Background: Previous research has reported that inhibition of breathing can be observed in hypertensive patients at rest during the daytime, as well as in sleep at night. The present study hypothesized that the variability of breathing and end-tidal CO(2) (PetCO(2)) in seated women at rest is positively associated with their 24-h blood pressure level.
Methods: Breath-to-breath measures of breathing rate and tidal volume were recorded via inductive plethysmography in each of 54 women during two 20-min sessions of seated rest, and in 32 women during night time sleep. PetCO(2) was also recorded during these sessions via a respiratory gas monitor. Ambulatory blood pressure was recorded for 24 h between the two clinic sessions via oscillometry.
Results: Breath pauses >10 s were observed significantly more often in women in the upper than the lower tertile of 24-h systolic blood pressure.
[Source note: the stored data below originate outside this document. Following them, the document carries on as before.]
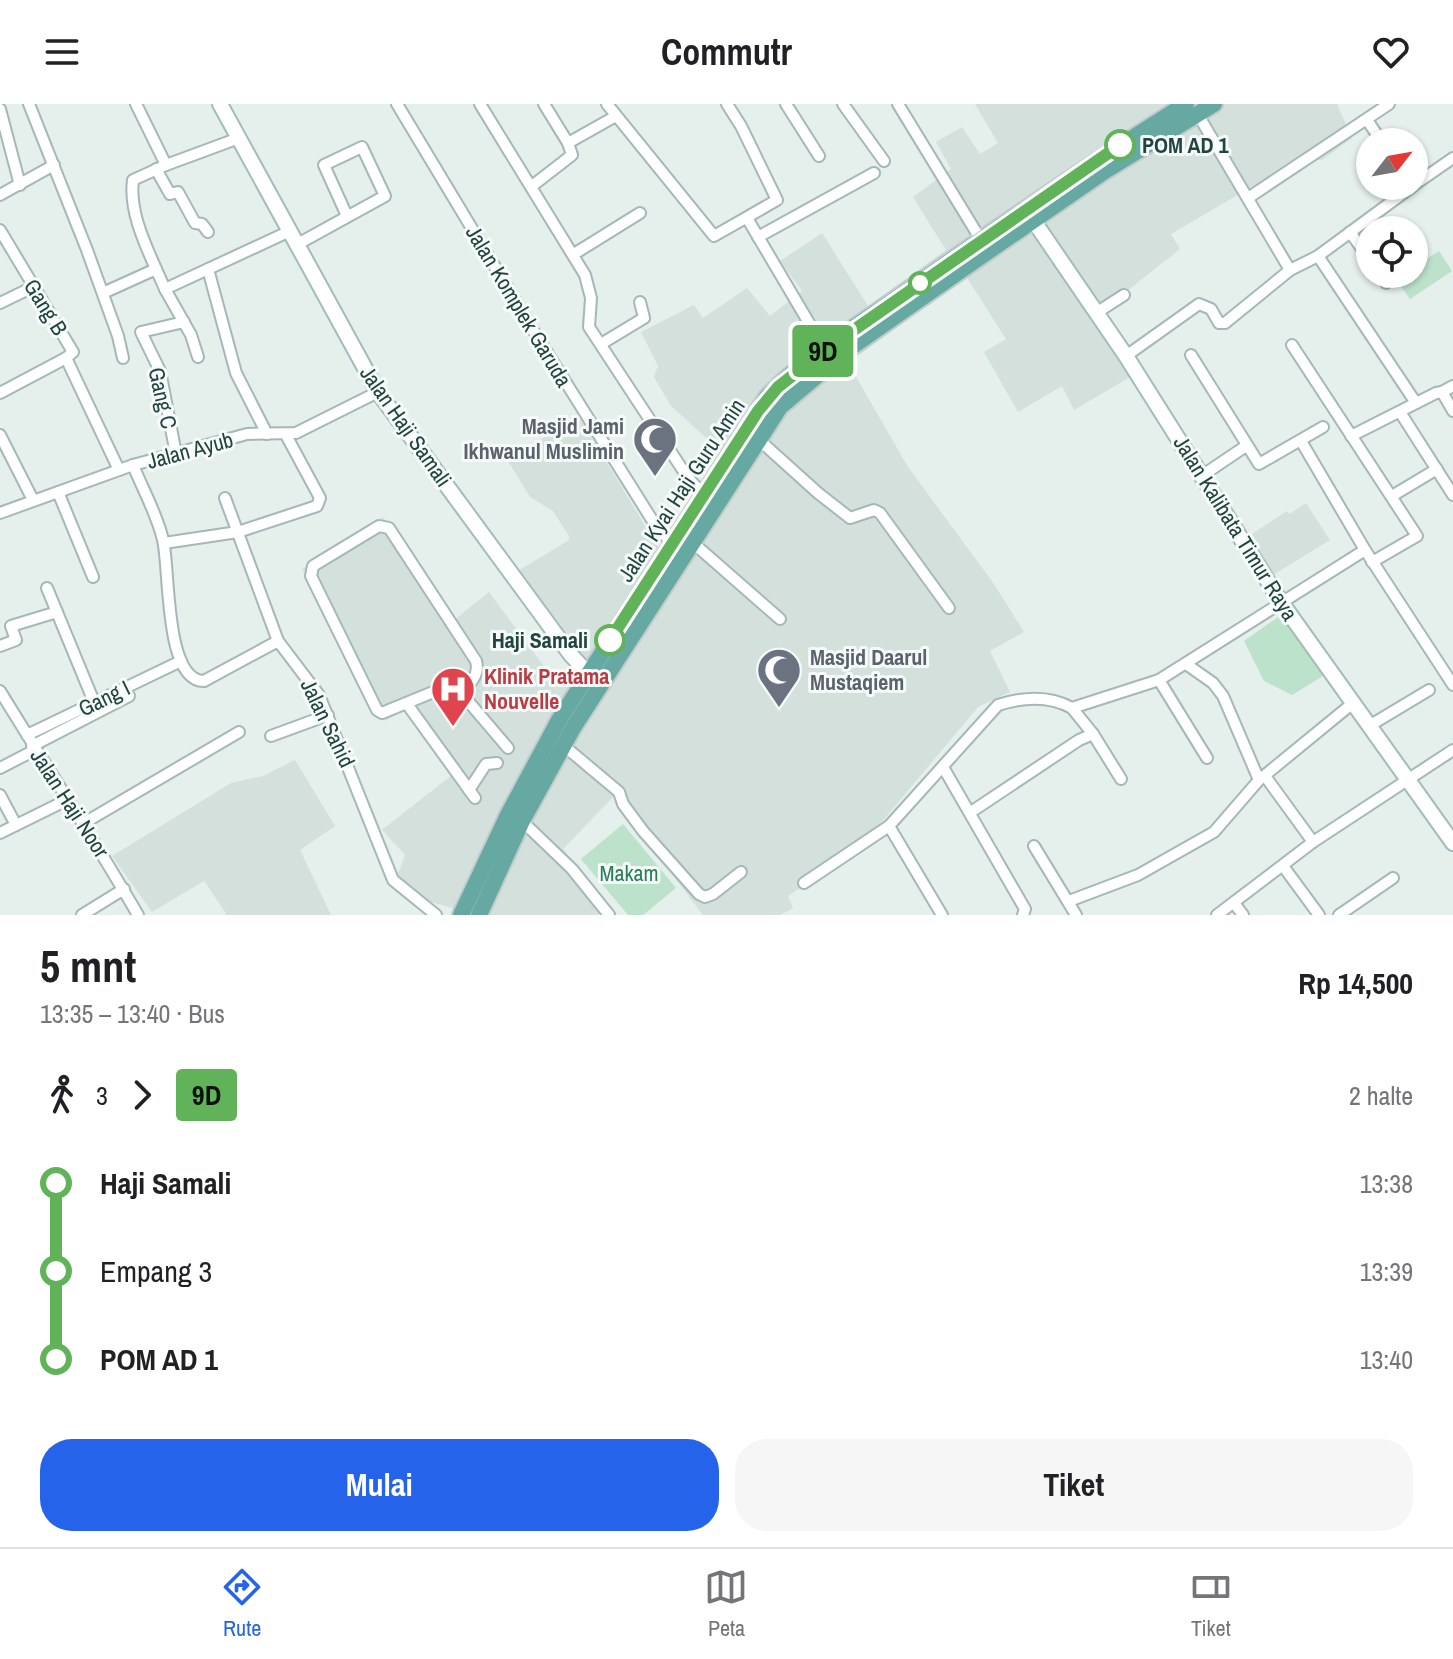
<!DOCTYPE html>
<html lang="id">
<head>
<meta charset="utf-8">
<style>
	:root { --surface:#fff; --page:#f6f6f6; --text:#202124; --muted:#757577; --line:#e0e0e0; --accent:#2563eb }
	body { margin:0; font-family:"Archivo Narrow",sans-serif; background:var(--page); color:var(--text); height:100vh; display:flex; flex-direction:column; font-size:30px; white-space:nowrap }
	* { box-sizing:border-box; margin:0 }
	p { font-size:26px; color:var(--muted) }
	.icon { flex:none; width:44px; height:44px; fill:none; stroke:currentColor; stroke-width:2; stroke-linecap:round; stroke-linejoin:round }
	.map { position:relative; height:811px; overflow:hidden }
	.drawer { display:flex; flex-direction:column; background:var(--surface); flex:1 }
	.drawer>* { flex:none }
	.badge { padding:0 16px; border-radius:6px; font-size:28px; line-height:52px }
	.needle { width:52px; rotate:59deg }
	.controls { position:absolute; left:1356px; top:24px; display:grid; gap:16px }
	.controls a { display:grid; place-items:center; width:72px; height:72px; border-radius:50%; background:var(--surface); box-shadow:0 2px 6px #0004; font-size:40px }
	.map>.badge { position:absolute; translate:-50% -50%; box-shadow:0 0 0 4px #fff }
	.legs { display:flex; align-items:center; gap:12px; height:88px; padding:0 40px; font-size:26px }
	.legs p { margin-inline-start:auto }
	.head { display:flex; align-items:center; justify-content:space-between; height:136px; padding:0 40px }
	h1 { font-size:44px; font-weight:700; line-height:60px }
	.button { display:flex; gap:16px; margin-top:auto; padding:16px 40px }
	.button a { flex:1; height:92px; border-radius:32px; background:var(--accent); color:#fff; font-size:32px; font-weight:700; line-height:92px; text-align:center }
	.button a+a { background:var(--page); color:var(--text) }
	ul { padding:0 40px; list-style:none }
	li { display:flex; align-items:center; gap:28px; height:88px; font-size:30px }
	li i { display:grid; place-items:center; width:12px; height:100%; margin:0 10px; background:currentColor }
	li i::after { content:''; width:20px; height:20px; margin:-10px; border:6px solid; border-radius:50%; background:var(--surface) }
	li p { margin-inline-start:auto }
	li:first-child i { background:linear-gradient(#0000 50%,currentColor 0) }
	li:last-child i { background:linear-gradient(currentColor 50%,#0000 0) }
	header { display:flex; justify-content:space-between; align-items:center; height:104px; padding:0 40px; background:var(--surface); font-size:36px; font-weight:700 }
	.tabs { display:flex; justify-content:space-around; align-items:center; height:112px; border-top:2px solid var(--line); background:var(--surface); font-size:22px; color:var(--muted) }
	.tabs a { display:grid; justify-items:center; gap:4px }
	.tabs .on { color:var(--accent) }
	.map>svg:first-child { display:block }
	.built { fill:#d3e0dc }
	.green { fill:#bce2cc }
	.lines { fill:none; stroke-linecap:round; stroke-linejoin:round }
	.street-casing { stroke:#a6b8b5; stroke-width:14 }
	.secondary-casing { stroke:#a2bcb8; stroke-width:18 }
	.primary-casing { stroke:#c1cbca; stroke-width:20 }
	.street { stroke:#fff; stroke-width:10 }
	.secondary { stroke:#fff; stroke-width:14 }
	.primary { stroke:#65a9a2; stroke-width:16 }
	.line-1-casing { stroke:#fff; stroke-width:18 }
	.line-1 { stroke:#61b359; stroke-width:12 }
	.stop-1-dot { fill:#fff; stroke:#61b359; stroke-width:4 }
	.labels { text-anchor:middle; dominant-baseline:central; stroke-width:6; stroke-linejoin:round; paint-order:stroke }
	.stop-label { font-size:22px; font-weight:bold; fill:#214440; stroke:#f6fbf9; text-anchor:start }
	.street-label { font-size:22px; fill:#214440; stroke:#f6fbf9 }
	.worship-label { font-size:22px; font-weight:bold; fill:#5b616d; stroke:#f6fbf9; text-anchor:end }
	.health-label { font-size:22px; font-weight:bold; fill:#be3a42; stroke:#f6fbf9; text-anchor:start }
	.park-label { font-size:22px; fill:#277f57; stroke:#f6fbf9 }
</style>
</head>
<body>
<header><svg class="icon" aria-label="menu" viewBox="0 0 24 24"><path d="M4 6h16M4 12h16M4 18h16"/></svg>Commutr<svg class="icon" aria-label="heart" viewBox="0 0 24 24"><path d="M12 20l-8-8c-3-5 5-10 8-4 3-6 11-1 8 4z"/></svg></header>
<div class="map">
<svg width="1453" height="811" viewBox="0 0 1453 811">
	<rect width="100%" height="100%" fill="#e5efec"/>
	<g class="built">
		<path d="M975 0H1337L1352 34 1322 56H1297L1171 130 1180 145 1098 210 1137 269 1074 306 1062 282 1018 308 984 248 1006 235 966 172 848 259 908 363 994 480 1024 528 990 547 1010 588 978 603 859 745 788 792 793 804 780 811H703L613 693 563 745 609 802 597 811H457L459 806 417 794 397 773 405 751 382 726 457 667 412 602 385 617 348 542 302 465 383 413 453 517 489 488 560 584 582 555 518 467 569 436V432L553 407 530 393 508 357 578 311 661 448 725 351 671 302 654 273 658 262 641 228 694 201 703 214 747 184 770 212 802 187 780 157 822 129 868 202 946 146 913 93 951 65 936 38 962 23 980 50 998 39Z"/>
		<path d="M1306 399 1330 436 1273 471 1249 432 1287 407 1290 410Z"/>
		<path d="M295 656 335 722 300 746 331 811H227L204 777 152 808 112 752 231 679 263 672Z"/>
	</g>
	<g class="green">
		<path d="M1439 147 1452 167 1410 195 1396 175 1404 170H1414V163Z"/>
		<path d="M1281 511 1323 572 1292 591 1264 577 1244 537Z"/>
		<path d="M623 720 676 784 643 811H628L581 755Z"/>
	</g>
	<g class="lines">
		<g class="street-casing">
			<g id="street">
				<path d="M29 0 87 146 118 232 123 254"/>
				<path d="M136 0 166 61"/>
				<path d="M397 0 533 226 654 419 672 440"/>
				<path d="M480 0 585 171 591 194 589 223 688 374 704 391"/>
				<path d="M607 0 714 132 777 96 741 22 727 0"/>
				<path d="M786 0 819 52"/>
				<path d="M843 0 884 57"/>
				<path d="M898 0 981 136"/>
				<path d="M0 5 20 81"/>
				<path d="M1197 9 1290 166 1318 152 1413 82"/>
				<path d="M1367 16 1382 38"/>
				<path d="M568 39 616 12"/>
				<path d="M156 65 170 90 178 88 195 119 202 120 208 128"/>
				<path d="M1414 81 1453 54"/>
				<path d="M532 82 572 51 568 39 544 0"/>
				<path d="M0 91 54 61"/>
				<path d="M1248 94 1389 0"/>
				<path d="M747 114 825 246"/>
				<path d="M0 126 73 248 66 254"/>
				<path d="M1350 128 1370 156"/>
				<path d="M758 133 874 69"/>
				<path d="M296 141 385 92 362 43 324 61 347 112"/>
				<path d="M574 150 640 109"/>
				<path d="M1318 152 1416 299"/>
				<path d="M156 165C144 138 129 106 133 76L166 61 239 34"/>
				<path d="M208 165 236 269 267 330"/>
				<path d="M1380 170 1386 179"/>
				<path d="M165 185 191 231 198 253"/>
				<path d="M103 189 156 165 165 185 290 127"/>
				<path d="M0 199 33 183"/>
				<path d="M1096 209 1124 191"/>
				<path d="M601 240 644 214 640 198"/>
				<path d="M1292 241 1417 432 1372 458"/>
				<path d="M1191 251 1259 360 1323 323"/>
				<path d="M1126 252 1199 200 1211 205 1219 219H1225L1290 166"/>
				<path d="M66 254 119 366"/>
				<path d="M1442 288 1453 282"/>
				<path d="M0 289 66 254"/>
				<path d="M1400 308 1453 391"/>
				<path d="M0 331 33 396"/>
				<path d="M1351 332 1436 289 1442 288 1453 307"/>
				<path d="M758 335 818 389 850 414 874 406 880 409 949 504"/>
				<path d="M1301 337 1365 446 1453 581"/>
				<path d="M176 350 160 267 141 228 184 218"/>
				<path d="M133 361C143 386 157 410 163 436 170 464 164 577 204 577L278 537 319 591 393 776 436 811"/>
				<path d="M1203 371 1246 342"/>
				<path d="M58 388 93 473"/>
				<path d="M1392 392 1437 365"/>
				<path d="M225 394 278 537"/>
				<path d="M0 409 133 361 247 330 296 329 378 288"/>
				<path d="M692 438 780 515"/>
				<path d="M164 439 238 428 317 402 320 394 286 331"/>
				<path d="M47 484 94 598"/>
				<path d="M0 542 16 536 11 522 57 508"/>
				<path d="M1186 560 1213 579 1223 592 1259 676"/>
				<path d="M1159 576 1207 654"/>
				<path d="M0 587C46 662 94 735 138 811"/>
				<path d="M462 590 451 582 443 584 382 609 377 606 311 472 313 462 379 422 389 424 476 557C480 571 470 579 462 590L508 644"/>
				<path d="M407 600 475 694"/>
				<path d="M1369 622 1429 586"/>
				<path d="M1093 630 1121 675"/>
				<path d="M27 631 181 557"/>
				<path d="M271 632 328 611"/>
				<path d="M563 641 619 688 623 700 643 727 699 790 705 793 713 790 741 768"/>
				<path d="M32 642 129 592"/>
				<path d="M943 663 1025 805 1023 811"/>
				<path d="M0 664 35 646"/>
				<path d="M1265 672 1313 738"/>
				<path d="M469 686 486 660 497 659"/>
				<path d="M0 691 16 721"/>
				<path d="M971 708 1079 636 1093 630 1072 604"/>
				<path d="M522 717 572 765 609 811"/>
				<path d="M84 719 239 628"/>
				<path d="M889 722 942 811"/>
				<path d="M0 729 69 695"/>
				<path d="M1034 742 1076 811"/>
				<path d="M1283 762 1319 811"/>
				<path d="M804 779 889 722 998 601C1023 593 1049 591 1072 604L1159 576 1365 446"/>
				<path d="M1069 797 1138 771 1214 728 1259 676 1353 599"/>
				<path d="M1234 799 1243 811"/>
				<path d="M82 811 124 785"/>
				<path d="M1217 811 1313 738 1453 646"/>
				<path d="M1339 811 1393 774"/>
			</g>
		</g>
		<g class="secondary-casing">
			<g id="secondary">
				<path d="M220 0 378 288 571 551 596 578"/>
				<path d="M1029 110 1126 252 1281 498 1453 739"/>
			</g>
		</g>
		<g class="primary-casing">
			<g id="primary">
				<path d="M461 811 508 711 559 616 767 293C809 250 864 218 913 183 1003 120 1093 58 1186 0"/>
				<path d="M479 811 522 717 573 624 780 303 850 244 980 153 1105 67 1214 0"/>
			</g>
		</g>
		<use href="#street" class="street"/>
		<use href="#secondary" class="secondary"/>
		<use href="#primary" class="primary"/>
	</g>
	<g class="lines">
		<g class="line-1-casing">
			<path id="line-1" d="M610 536 758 307 778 283 825 246 1120 41"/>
		</g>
		<use href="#line-1" class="line-1"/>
	</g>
	<defs>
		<g id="mosque-pin" transform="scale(2.3)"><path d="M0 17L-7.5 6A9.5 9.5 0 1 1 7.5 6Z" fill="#6b7280" stroke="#f6fbf9"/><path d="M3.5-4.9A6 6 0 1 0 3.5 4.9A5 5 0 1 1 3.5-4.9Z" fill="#fff"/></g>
		<g id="hospital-pin" transform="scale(2.3)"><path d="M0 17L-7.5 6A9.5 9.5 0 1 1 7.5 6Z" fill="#e0444e" stroke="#f6fbf9"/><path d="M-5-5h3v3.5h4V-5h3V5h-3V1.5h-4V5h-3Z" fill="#fff"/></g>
	</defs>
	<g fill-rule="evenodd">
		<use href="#mosque-pin" x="655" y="335"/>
		<use href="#mosque-pin" x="779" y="566"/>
		<use href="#hospital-pin" x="453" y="585"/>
	</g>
	<g class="stop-1-dot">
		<circle cx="1120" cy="41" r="14"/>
		<circle cx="920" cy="179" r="10"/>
		<circle cx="610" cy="536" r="14"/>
	</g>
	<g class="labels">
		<g class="stop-label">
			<text x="1142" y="41">POM AD 1</text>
			<text x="588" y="536" text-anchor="end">Haji Samali</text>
		</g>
		<g class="street-label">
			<text transform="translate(519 202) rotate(59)">Jalan Komplek Garuda</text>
			<text transform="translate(46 203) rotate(58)">Gang B</text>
			<text transform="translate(163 294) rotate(77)">Gang C</text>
			<text transform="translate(406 322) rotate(55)">Jalan Haji Samali</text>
			<text transform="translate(190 346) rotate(-15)">Jalan Ayub</text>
			<text transform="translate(681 386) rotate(-57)">Jalan Kyai Haji Guru Amin</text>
			<text transform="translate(1236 424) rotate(58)">Jalan Kalibata Timur Raya</text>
			<text transform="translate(104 594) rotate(-26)">Gang I</text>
			<text transform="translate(328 619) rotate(64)">Jalan Sahid</text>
			<text transform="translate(70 699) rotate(57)">Jalan Haji Noor</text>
		</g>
		<g class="worship-label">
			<text x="624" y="322">Masjid Jami<tspan x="624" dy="25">Ikhwanul Muslimin</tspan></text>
			<text x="810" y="553" text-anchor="start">Masjid Daarul<tspan x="810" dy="25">Mustaqiem</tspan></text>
		</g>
		<g class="health-label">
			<text x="484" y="572">Klinik Pratama<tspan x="484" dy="25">Nouvelle</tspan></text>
		</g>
		<g class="park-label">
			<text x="629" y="769">Makam</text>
		</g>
	</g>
</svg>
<div class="controls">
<a><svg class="needle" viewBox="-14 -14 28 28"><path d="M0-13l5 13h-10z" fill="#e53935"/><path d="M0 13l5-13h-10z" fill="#757577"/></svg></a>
<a><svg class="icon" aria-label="locate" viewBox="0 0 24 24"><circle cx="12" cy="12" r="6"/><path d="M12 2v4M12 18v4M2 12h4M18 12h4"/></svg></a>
</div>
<b class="badge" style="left:823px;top:247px;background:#61b359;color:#111">9D</b>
</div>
<section class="drawer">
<div class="head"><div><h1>5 mnt</h1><p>13:35 – 13:40 · Bus</p></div><b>Rp 14,500</b></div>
<div class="legs"><svg class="icon" aria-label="walk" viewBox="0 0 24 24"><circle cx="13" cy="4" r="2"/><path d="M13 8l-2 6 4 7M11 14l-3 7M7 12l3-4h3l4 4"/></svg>3<svg class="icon" aria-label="forward" viewBox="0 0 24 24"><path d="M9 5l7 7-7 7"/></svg><b class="badge" style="background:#61b359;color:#111">9D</b><p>2 halte</p></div>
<ul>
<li><i style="color:#61b359"></i><b>Haji Samali</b><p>13:38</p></li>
<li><i style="color:#61b359"></i><span>Empang 3</span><p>13:39</p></li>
<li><i style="color:#61b359"></i><b>POM AD 1</b><p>13:40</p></li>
</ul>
<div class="button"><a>Mulai</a><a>Tiket</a></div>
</section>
<nav class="tabs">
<a class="on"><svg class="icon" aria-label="directions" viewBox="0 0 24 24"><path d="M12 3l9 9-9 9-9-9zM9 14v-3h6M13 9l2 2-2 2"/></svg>Rute</a>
<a><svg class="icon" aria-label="map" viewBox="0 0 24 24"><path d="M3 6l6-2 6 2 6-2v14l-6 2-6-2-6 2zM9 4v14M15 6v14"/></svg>Peta</a>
<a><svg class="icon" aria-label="tickets" viewBox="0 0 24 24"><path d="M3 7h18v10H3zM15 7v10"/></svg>Tiket</a>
</nav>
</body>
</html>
Breath-to-breath variability in breathing rate, tidal volume, and minute ventilation were greater in the higher blood pressure tertile women. Variability in PetCO(2) was also greater in high blood pressure tertile. These associations were independent of age, weight, and body surface area (BSA). Breathing variability was inversely correlated with heart rate variability (HRV).
Conclusion: Greater variability in breathing at rest that is independent of metabolic activity characterizes women with elevated blood pressure. The linear association of breathing variability with 24-h blood pressure level is consistent with the hypothesis that intermittent breathing inhibition may predispose to the development of some forms of hypertension.